Noting that MinuteClinics tend to be located in affluent areas, he said of the test-to-treat program: “In terms of expanding access, it hasn’t done what it could do, particularly in medically underserved areas.”
Use of Paxlovid has exploded in recent weeks in Vermont as cases have climbed there, a trend that can be attributed to growing awareness of the drug, said Dr. Mark Levine, the state’s top health official. But he said that Vermont, which has high rates of patients with both health insurance and primary care providers, would not benefit from a system like test-to-treat as much as others.
“Test-to-treat is most ideal for where you have the most trouble connecting people with health care,” said Dr. Levine. “Generally those places don’t have as much capacity in primary care systems, or don’t have a highly insured population.”
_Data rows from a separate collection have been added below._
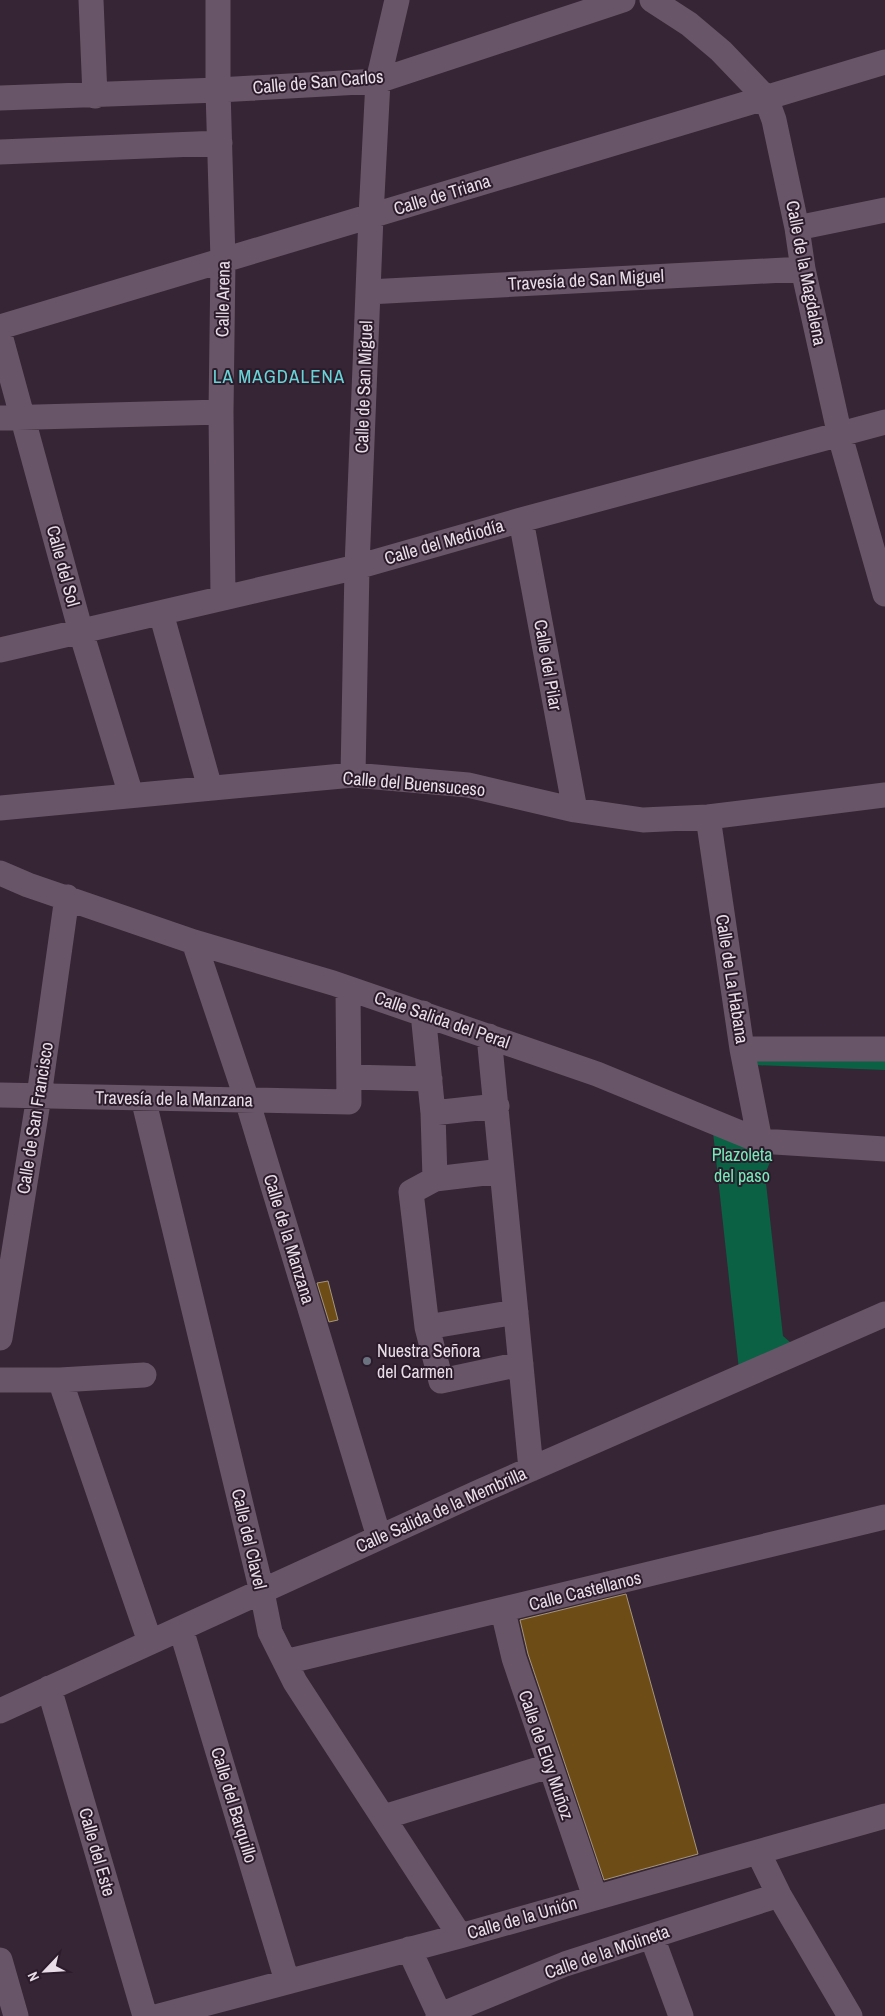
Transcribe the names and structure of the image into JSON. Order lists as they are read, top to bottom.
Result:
{
  "streets": {
    "street": [
      "Calle de San Carlos",
      "Calle de Triana",
      "Calle de la Magdalena",
      "Travesía de San Miguel",
      "Calle Arena",
      "Calle de San Miguel",
      "Calle del Mediodía",
      "Calle del Sol",
      "Calle del Pilar",
      "Calle del Buensuceso",
      "Calle de La Habana",
      "Calle Salida del Peral",
      "Travesía de la Manzana",
      "Calle de San Francisco",
      "Calle de la Manzana",
      "Calle Salida de la Membrilla",
      "Calle del Clavel",
      "Calle Castellanos",
      "Calle de Eloy Muñoz",
      "Calle del Barquillo",
      "Calle del Este",
      "Calle de la Unión",
      "Calle de la Molineta"
    ]
  },
  "crossings": [
    ["Calle de San Carlos", "Calle Arena"],
    ["Calle de San Carlos", "Calle de San Miguel"],
    ["Calle de Triana", "Calle de la Magdalena"],
    ["Calle de Triana", "Calle Arena"],
    ["Calle de Triana", "Calle de San Miguel"],
    ["Calle de la Magdalena", "Travesía de San Miguel"],
    ["Calle de la Magdalena", "Calle del Mediodía"],
    ["Travesía de San Miguel", "Calle de San Miguel"],
    ["Calle Arena", "Calle del Mediodía"],
    ["Calle de San Miguel", "Calle del Mediodía"],
    ["Calle de San Miguel", "Calle del Buensuceso"],
    ["Calle del Mediodía", "Calle del Sol"],
    ["Calle del Mediodía", "Calle del Pilar"],
    ["Calle del Sol", "Calle del Buensuceso"],
    ["Calle del Pilar", "Calle del Buensuceso"],
    ["Calle del Buensuceso", "Calle de La Habana"],
    ["Calle de La Habana", "Calle Salida del Peral"],
    ["Calle Salida del Peral", "Calle de San Francisco"],
    ["Calle Salida del Peral", "Calle de la Manzana"],
    ["Travesía de la Manzana", "Calle de San Francisco"],
    ["Travesía de la Manzana", "Calle de la Manzana"],
    ["Travesía de la Manzana", "Calle del Clavel"],
    ["Calle de la Manzana", "Calle Salida de la Membrilla"],
    ["Calle Salida de la Membrilla", "Calle del Clavel"],
    ["Calle Salida de la Membrilla", "Calle del Barquillo"],
    ["Calle Salida de la Membrilla", "Calle del Este"],
    ["Calle del Clavel", "Calle Castellanos"],
    ["Calle del Clavel", "Calle de la Unión"],
    ["Calle Castellanos", "Calle de Eloy Muñoz"],
    ["Calle de Eloy Muñoz", "Calle de la Unión"],
    ["Calle del Barquillo", "Calle de la Unión"]
  ],
  "districts": ["LA MAGDALENA"],
  "parks": ["Plazoleta del paso"],
  "places": ["Nuestra Señora del Carmen"],
  "north": "bottom left"
}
Even though Paxlovid is free, uninsured patients and people with high-deductible plans who seek a prescription from a pharmacy clinic or urgent care center can get socked with consultation charges.
Amanda Fuller Moore, a pharmacist in North Carolina’s Department of Health and Human Services, said uninsured people in her state were rightly concerned about charges they could encounter while seeking a test or prescription, “especially in a setting where it can difficult to figure out what that charge might be.”
“That makes them even more reluctant to seek” Paxlovid, she said.
Officials in New York City began a program over the winter that relieved some of the pressures, delivering the pills directly to homes for free, a move that earned praise from White House officials.
But some Americans are stuck without easy access to any health provider, putting more pressure on rural states to deliver the treatment efficiently. George Gerhardt, a North Dakota health official, said the state keeps a reserve supply of the medication in case of an outbreak or shortage. The state does not have a CVS MinuteClinic, and has just a few test-to-treat locations, he said.